Blue YonderDoes your vehicle have a name?
Blue Yonder – Bus 1954 Seddon

What age were you first introduced to this lifestyle?

What made you choose this lifestyle?
Sick of always working to pay the bills, decided there had to be a better way of life where there would be more of a balance of work and play.  So far so good.

Do you remember your first housebus/truck?
This is it and she is beautiful (Mat calls it a he and I call it a her) – 1954 Seddon imported for Gisborne City Council in 1954 and we love her.

Did you build it yourself or buy ready made or a bit of both?
We have pretty much built her ourselves.  When we bought her she had some cupboards and a shower and everything else we have added and done ourselves.

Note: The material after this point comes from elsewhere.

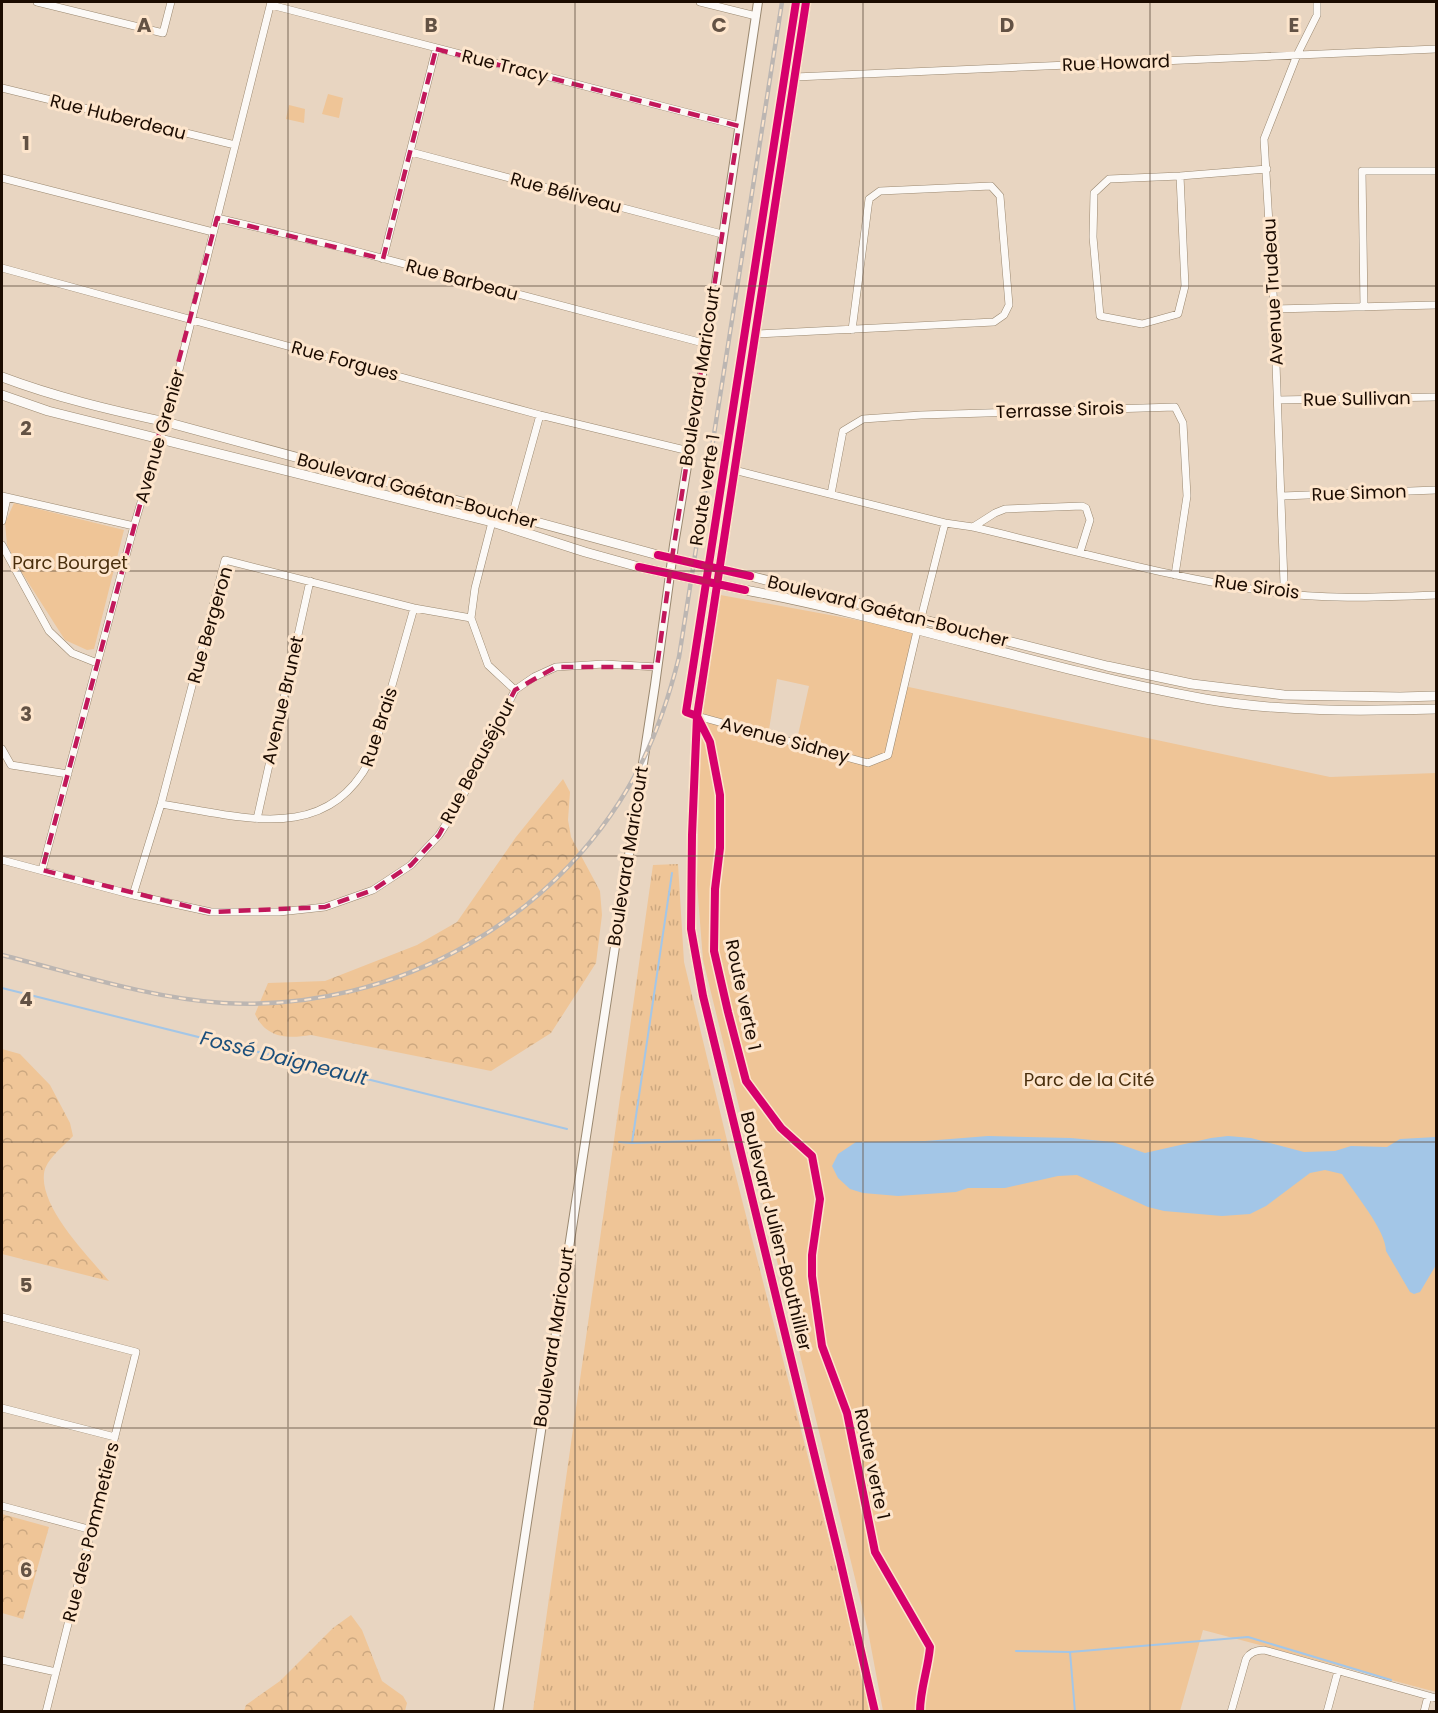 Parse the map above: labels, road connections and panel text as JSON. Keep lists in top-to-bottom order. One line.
{"streets":{"main road":["Boulevard Gaétan-Boucher"],"street":["Rue Howard","Rue Tracy","Rue Huberdeau","Rue Béliveau","Rue Barbeau","Avenue Trudeau","Rue Forgues","Boulevard Maricourt","Rue Sullivan","Terrasse Sirois","Avenue Grenier","Rue Simon","Rue Sirois","Rue Bergeron","Avenue Brunet","Rue Brais","Avenue Sidney","Rue Beauséjour","Boulevard Julien-Bouthillier","Rue des Pommetiers"],"cycle path":["Route verte 1"]},"crossings":[["Rue Howard","Avenue Trudeau"],["Rue Howard","Boulevard Julien-Bouthillier"],["Rue Tracy","Boulevard Maricourt"],["Rue Tracy","Avenue Grenier"],["Rue Huberdeau","Avenue Grenier"],["Rue Béliveau","Boulevard Maricourt"],["Rue Barbeau","Boulevard Maricourt"],["Rue Barbeau","Avenue Grenier"],["Avenue Trudeau","Rue Sullivan"],["Avenue Trudeau","Rue Simon"],["Avenue Trudeau","Rue Sirois"],["Rue Forgues","Boulevard Maricourt"],["Rue Forgues","Avenue Grenier"],["Boulevard Maricourt","Rue Beauséjour"],["Terrasse Sirois","Rue Sirois"],["Avenue Grenier","Boulevard Gaétan-Boucher"],["Avenue Grenier","Rue Beauséjour"],["Boulevard Gaétan-Boucher","Avenue Sidney"],["Rue Sirois","Boulevard Julien-Bouthillier"],["Rue Bergeron","Avenue Brunet"],["Rue Bergeron","Rue Brais"],["Rue Bergeron","Rue Beauséjour"],["Avenue Brunet","Rue Brais"],["Avenue Sidney","Boulevard Julien-Bouthillier"]],"water":["Fossé Daigneault"],"parks":["Parc Bourget","Parc de la Cité"],"grid":{"columns":["A","B","C","D","E"],"rows":["1","2","3","4","5","6"]}}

How did you heat it in the winter?
We heat her with an Eberspacher D2 diesel heater.  At 20 degrees we use about 100ml per hour.  Our bus is well insulated as well which helps.

Have you ever had any major mechanical difficulties?
Oh hell yes!  We pretty much have overhauled all the major mechanical areas. New engine and gearbox, rebuilt brakes, rebuilt diff, reset springs, new exhaust, new shocks, installed exhaust brake, resleeved brake cylinders, complete 24volt, 12volt rewire, you name it we have done. Has it been worth it, definitely every cent spent, no regrets.

What tools can you simply not do without?
Mat has a full tool kit. Everything you can think of.

How did you earn an income while travelling?
We do seasonal work and have been lucky enough to get some amazing contract work that we go back to every year.  Basically if you are prepared to work hard you can earn some very good money on the road.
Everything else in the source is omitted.